• [WHAT IS REQUIRED]
Would you copy all lines in the data that contain the word "name"?

• [AVAILABLE DATA]
··········
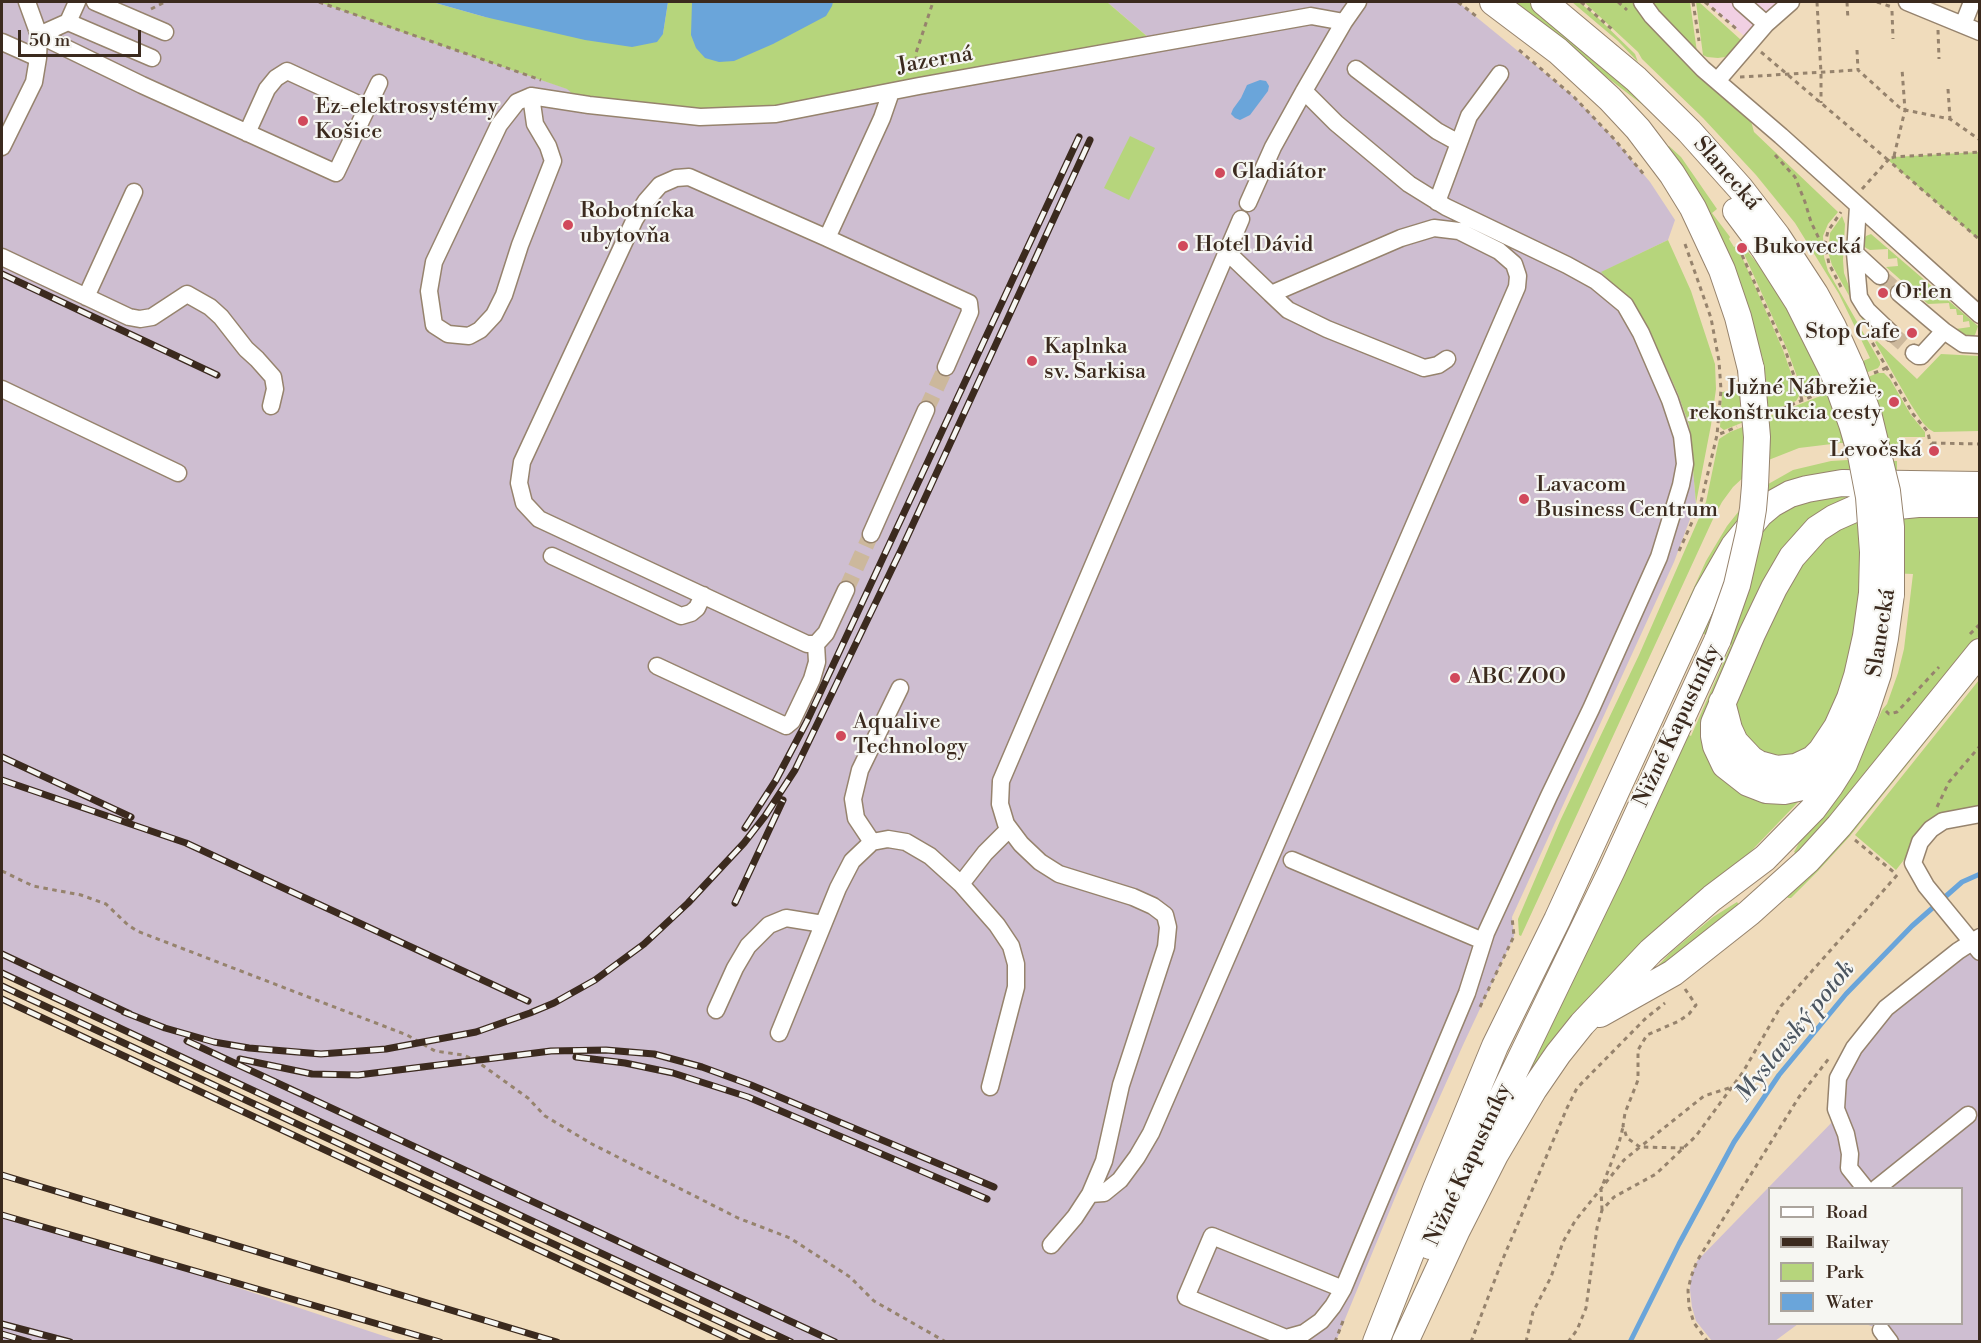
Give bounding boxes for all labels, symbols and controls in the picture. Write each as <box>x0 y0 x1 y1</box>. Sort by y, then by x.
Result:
··········
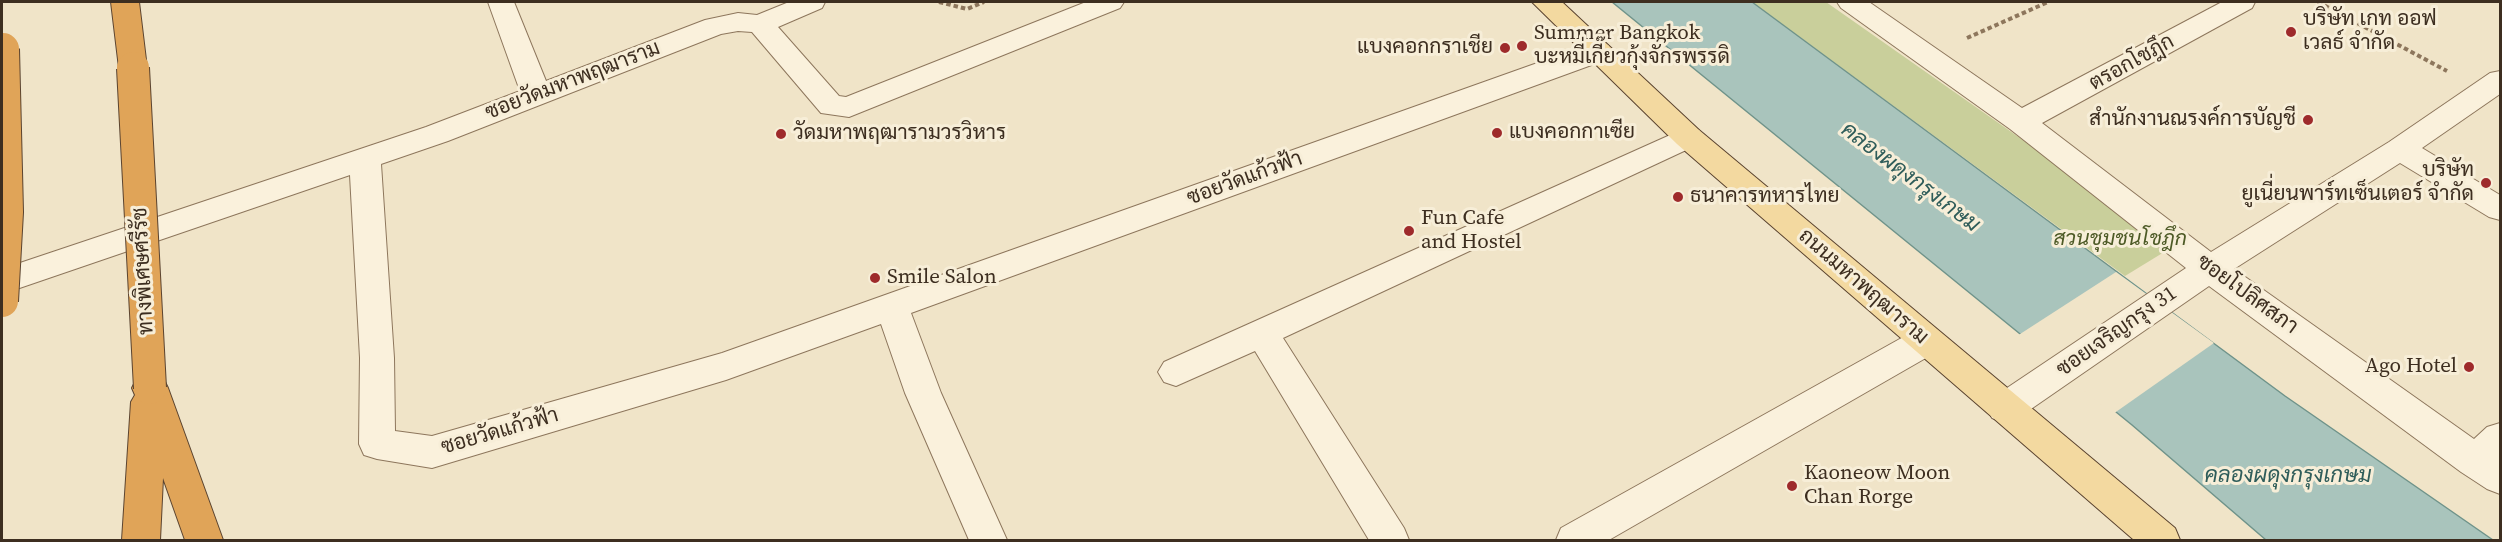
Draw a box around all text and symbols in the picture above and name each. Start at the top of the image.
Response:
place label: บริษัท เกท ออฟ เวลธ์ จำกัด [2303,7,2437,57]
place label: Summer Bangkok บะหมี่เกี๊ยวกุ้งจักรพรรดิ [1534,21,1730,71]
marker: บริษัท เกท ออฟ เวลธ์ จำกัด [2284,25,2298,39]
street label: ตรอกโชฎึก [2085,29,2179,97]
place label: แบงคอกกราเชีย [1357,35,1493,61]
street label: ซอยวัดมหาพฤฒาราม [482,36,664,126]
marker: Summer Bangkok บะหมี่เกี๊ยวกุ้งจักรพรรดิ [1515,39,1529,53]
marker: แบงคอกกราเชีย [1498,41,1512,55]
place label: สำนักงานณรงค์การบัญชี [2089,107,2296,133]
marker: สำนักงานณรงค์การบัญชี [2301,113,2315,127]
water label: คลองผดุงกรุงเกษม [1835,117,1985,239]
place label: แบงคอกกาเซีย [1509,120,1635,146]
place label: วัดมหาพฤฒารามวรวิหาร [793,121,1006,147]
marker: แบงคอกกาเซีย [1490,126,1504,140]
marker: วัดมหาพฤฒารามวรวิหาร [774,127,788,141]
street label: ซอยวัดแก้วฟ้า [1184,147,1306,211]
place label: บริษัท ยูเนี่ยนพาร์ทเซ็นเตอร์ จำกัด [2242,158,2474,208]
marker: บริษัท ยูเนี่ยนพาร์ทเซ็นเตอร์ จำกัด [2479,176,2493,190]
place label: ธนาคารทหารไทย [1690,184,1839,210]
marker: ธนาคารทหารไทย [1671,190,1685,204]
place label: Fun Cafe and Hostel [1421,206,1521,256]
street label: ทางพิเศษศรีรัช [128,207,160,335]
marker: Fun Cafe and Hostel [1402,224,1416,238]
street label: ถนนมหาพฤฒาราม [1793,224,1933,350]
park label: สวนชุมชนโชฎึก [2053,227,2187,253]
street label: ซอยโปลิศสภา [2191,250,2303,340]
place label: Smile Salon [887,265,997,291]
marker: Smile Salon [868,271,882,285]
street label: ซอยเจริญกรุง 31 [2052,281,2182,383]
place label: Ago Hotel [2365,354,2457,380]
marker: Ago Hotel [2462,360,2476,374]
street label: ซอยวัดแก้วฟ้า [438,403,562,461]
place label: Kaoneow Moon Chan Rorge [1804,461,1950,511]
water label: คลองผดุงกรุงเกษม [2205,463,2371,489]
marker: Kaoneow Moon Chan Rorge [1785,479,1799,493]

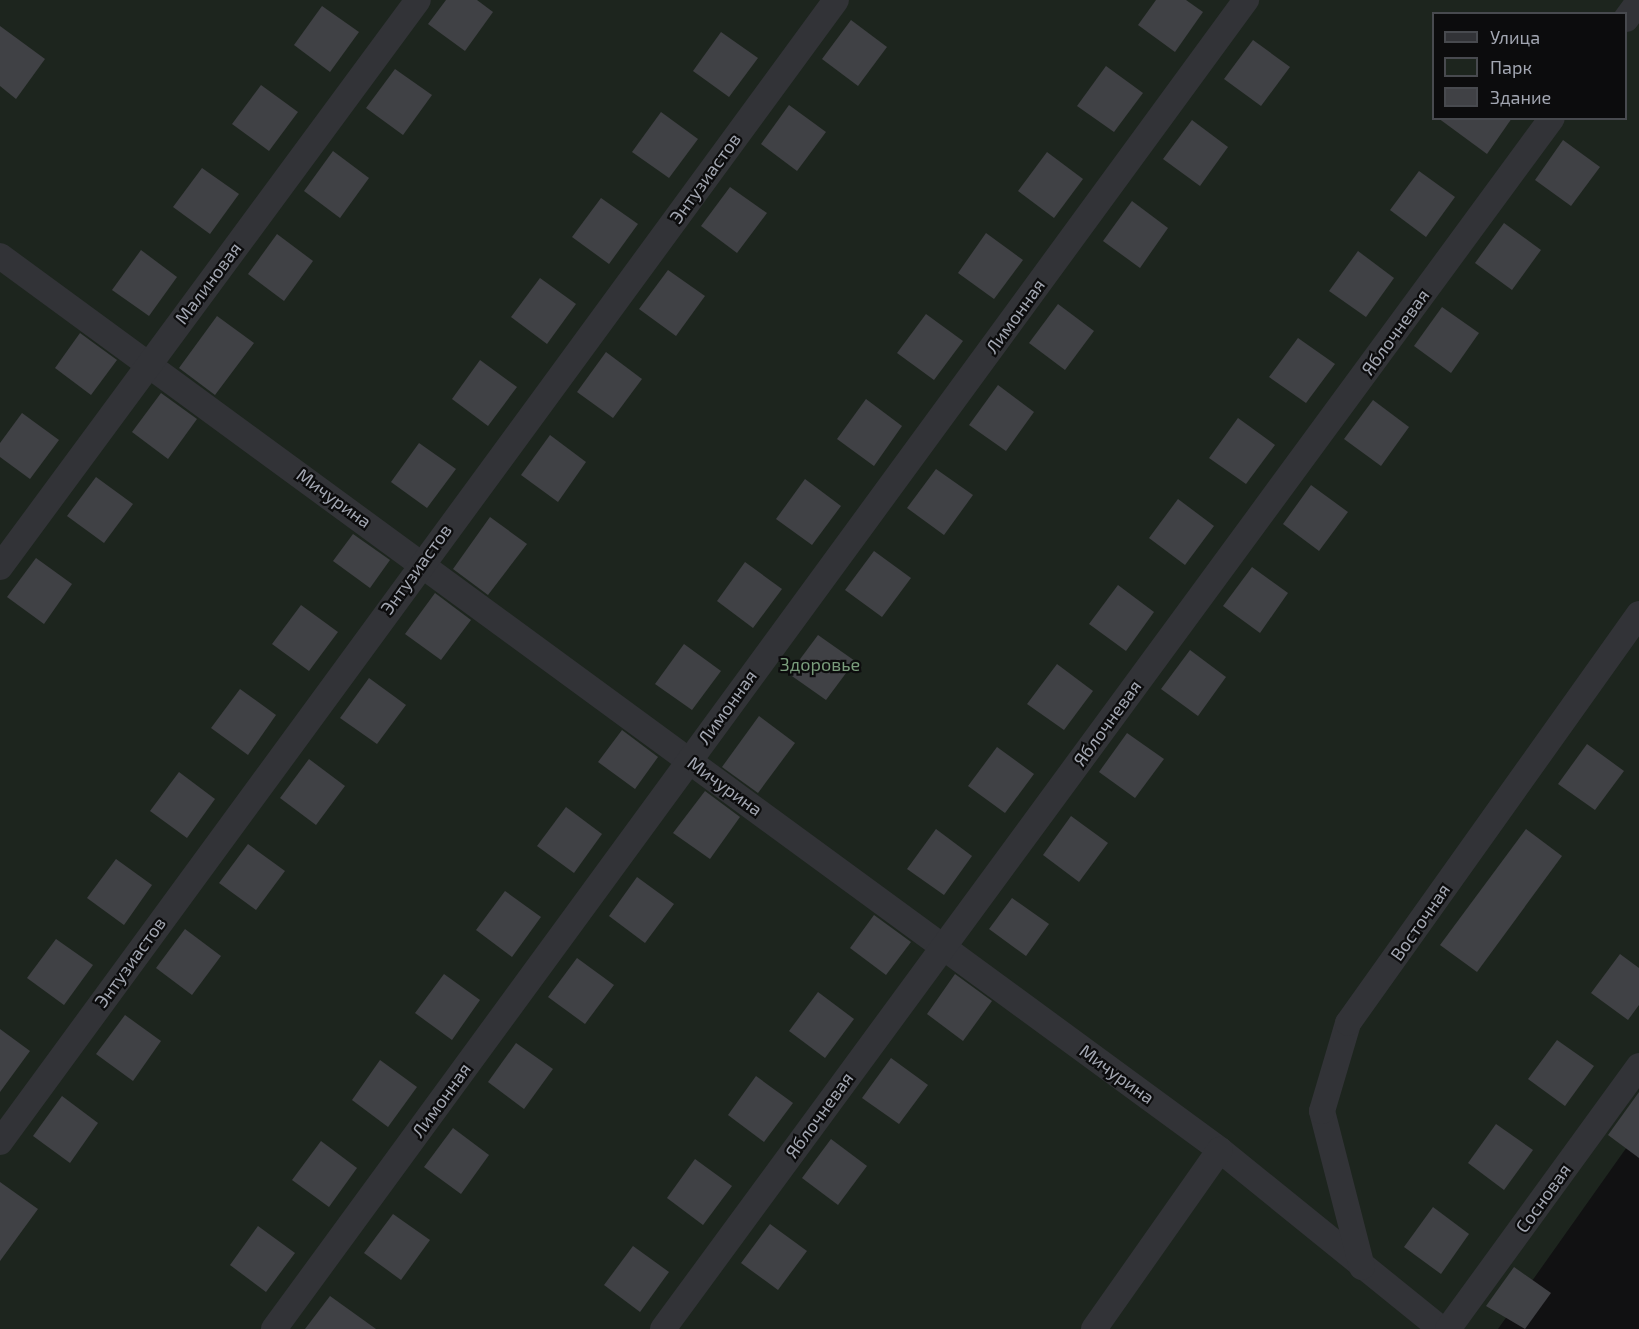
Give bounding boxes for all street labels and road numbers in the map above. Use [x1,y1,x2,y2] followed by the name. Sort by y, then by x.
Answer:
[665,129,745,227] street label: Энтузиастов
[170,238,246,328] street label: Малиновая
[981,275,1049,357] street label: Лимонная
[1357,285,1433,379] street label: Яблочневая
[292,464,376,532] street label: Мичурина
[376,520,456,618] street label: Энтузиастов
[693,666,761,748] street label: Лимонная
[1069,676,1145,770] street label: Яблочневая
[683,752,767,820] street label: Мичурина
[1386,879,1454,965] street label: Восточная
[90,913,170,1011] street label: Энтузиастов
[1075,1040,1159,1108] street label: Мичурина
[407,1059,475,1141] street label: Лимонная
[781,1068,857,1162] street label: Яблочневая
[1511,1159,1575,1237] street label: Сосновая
··········
• [TASK RESULT]
Draw a box around all text and symbols in the picture above and name each. Start at the top of the image.
Give bounding boxes for all street labels and road numbers in the map above. Use [x1,y1,x2,y2] followed by the name. Sort by y, then by x.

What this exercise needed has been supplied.